(Data provided begins)

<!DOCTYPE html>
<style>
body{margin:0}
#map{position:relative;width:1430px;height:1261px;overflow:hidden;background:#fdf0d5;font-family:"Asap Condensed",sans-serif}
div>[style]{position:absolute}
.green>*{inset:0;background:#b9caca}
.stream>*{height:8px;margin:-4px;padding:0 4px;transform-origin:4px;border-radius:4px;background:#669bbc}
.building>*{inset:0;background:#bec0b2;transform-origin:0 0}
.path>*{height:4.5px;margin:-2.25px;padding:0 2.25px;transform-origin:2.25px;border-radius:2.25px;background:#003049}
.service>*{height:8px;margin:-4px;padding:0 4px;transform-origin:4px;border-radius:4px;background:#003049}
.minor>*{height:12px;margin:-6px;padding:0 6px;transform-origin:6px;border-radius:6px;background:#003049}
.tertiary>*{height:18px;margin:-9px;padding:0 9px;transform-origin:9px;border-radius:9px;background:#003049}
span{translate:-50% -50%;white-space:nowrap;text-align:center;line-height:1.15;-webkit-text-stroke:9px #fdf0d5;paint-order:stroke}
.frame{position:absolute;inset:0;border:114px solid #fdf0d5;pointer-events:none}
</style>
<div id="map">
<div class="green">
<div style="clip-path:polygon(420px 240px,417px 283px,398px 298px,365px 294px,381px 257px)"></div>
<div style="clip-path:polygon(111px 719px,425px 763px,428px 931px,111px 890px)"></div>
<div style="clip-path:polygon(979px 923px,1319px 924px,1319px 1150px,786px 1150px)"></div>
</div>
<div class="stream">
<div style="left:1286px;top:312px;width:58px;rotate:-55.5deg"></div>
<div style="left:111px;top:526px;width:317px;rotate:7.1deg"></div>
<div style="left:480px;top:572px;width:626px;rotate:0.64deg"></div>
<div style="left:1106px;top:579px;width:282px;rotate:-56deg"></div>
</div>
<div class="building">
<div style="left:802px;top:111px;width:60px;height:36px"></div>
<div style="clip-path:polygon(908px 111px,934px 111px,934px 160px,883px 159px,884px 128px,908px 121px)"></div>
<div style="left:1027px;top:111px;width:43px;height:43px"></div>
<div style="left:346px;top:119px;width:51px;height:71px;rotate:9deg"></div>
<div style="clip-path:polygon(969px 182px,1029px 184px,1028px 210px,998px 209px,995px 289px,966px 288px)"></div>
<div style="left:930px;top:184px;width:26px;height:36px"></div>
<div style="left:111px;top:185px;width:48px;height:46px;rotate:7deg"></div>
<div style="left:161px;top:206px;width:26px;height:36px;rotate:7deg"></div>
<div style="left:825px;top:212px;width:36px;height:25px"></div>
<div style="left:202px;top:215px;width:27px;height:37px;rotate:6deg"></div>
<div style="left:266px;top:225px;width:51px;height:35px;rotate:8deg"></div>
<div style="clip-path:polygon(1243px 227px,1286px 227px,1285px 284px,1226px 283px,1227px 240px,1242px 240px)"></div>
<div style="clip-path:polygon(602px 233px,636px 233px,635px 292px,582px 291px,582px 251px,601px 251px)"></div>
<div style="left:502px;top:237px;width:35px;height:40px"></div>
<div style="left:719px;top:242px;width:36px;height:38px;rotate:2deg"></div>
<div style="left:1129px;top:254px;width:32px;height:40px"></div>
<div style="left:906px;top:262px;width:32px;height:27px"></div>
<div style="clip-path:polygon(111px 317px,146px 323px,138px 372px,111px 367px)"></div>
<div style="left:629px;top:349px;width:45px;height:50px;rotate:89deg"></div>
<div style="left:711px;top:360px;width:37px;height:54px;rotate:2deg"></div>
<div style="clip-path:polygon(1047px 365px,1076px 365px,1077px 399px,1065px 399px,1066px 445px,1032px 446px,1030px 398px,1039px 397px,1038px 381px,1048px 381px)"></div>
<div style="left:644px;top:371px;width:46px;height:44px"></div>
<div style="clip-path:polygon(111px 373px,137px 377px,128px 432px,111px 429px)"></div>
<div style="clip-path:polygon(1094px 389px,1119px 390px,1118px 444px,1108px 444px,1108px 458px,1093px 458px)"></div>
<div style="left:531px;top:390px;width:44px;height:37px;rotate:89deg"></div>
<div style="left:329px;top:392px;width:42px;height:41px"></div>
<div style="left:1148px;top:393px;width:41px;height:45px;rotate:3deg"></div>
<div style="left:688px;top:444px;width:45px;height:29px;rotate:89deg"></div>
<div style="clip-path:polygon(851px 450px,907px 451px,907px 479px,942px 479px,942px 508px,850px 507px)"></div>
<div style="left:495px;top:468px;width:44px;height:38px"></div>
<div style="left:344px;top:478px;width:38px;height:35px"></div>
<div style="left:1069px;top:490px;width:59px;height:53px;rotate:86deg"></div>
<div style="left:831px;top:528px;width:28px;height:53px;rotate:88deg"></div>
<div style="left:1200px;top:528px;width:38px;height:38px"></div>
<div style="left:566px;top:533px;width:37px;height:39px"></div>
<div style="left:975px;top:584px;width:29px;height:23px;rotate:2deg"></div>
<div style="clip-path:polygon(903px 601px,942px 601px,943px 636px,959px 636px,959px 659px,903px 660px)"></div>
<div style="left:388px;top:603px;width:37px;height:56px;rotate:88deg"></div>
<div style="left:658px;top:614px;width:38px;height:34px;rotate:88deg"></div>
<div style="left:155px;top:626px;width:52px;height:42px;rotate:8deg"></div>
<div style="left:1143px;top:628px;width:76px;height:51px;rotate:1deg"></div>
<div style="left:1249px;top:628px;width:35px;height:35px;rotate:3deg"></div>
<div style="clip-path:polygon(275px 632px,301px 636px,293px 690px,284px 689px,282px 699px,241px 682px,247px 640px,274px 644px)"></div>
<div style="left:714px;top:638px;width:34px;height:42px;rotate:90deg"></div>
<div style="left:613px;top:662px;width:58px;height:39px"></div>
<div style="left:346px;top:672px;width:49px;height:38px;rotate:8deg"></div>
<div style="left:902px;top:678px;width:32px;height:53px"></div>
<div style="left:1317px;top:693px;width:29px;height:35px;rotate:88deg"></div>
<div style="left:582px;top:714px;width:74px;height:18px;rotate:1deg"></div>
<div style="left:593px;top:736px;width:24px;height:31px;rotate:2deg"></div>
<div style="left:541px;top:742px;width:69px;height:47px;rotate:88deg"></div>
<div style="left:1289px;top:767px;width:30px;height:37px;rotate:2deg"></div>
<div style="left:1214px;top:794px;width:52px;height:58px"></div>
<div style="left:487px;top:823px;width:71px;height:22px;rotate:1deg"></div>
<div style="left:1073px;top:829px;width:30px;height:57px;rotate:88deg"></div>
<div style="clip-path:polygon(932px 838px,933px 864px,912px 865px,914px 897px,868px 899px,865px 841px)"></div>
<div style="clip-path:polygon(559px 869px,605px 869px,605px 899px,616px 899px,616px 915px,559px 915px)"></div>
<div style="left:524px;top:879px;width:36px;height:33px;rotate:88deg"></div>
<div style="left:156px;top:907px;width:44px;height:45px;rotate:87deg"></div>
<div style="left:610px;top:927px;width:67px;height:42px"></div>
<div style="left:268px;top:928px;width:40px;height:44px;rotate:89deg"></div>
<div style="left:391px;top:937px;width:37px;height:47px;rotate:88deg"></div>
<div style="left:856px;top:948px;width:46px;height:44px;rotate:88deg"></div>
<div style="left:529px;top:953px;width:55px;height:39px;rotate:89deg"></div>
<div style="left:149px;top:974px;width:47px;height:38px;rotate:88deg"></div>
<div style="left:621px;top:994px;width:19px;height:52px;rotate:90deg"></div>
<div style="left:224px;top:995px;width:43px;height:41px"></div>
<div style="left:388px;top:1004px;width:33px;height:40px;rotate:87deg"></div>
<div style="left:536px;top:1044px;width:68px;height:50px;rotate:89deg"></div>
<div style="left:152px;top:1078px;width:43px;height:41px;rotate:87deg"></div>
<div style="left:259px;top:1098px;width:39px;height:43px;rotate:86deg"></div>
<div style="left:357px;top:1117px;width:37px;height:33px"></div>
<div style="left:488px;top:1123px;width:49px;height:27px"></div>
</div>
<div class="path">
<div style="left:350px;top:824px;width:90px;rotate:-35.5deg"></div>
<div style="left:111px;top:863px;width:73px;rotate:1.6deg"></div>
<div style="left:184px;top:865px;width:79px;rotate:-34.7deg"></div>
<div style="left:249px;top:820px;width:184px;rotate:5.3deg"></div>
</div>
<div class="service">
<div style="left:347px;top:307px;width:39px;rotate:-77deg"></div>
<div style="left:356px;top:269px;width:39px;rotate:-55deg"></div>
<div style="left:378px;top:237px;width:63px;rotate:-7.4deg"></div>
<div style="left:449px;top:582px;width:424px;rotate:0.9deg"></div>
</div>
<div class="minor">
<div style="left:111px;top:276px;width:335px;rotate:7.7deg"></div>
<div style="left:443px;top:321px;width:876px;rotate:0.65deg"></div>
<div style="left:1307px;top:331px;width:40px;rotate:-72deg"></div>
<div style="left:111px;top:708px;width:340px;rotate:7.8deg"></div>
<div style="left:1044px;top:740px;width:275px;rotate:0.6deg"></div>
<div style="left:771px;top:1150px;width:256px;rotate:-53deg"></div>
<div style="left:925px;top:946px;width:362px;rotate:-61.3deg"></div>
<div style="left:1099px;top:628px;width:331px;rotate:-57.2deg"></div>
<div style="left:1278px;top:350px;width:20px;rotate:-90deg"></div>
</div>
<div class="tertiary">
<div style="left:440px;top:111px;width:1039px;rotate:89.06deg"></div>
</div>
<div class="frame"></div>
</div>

(Data provided ends)

_What this task involves_
Copy each line of the listing above that contains the word "stream".

_Solution to the problem_
.stream>*{height:8px;margin:-4px;padding:0 4px;transform-origin:4px;border-radius:4px;background:#669bbc}
<div class="stream">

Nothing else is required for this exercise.